(DATASET RECORDS Opens)

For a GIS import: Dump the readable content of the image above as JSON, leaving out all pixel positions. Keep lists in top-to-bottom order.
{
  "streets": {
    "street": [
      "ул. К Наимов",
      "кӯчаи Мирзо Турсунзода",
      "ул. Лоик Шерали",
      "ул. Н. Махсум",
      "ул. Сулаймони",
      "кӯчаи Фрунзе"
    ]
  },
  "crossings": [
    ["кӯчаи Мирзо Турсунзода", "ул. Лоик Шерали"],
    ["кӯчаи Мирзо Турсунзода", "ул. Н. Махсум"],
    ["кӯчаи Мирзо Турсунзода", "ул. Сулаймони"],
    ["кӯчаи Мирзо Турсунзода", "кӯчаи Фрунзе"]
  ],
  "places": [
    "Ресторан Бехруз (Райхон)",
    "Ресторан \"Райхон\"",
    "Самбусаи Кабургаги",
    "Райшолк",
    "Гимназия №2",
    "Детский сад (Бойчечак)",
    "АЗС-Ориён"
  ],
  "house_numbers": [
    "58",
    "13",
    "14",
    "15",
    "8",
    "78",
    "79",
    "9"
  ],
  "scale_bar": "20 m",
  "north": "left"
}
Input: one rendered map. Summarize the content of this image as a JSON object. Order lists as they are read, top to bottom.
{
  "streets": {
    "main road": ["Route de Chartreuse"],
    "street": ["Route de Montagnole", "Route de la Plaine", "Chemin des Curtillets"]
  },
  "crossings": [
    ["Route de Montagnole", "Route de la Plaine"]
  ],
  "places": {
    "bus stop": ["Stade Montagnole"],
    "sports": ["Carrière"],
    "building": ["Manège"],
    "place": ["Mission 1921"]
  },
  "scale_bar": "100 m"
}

(DATASET RECORDS Closes)

__PROBLEM STATEMENT__: Word for word, repeat the line holding "Input: one rendered" and all lines after it through the end of the entries above.

__OUTPUT FOR THIS TASK__:
Input: one rendered map. Summarize the content of this image as a JSON object. Order lists as they are read, top to bottom.
{
  "streets": {
    "main road": ["Route de Chartreuse"],
    "street": ["Route de Montagnole", "Route de la Plaine", "Chemin des Curtillets"]
  },
  "crossings": [
    ["Route de Montagnole", "Route de la Plaine"]
  ],
  "places": {
    "bus stop": ["Stade Montagnole"],
    "sports": ["Carrière"],
    "building": ["Manège"],
    "place": ["Mission 1921"]
  },
  "scale_bar": "100 m"
}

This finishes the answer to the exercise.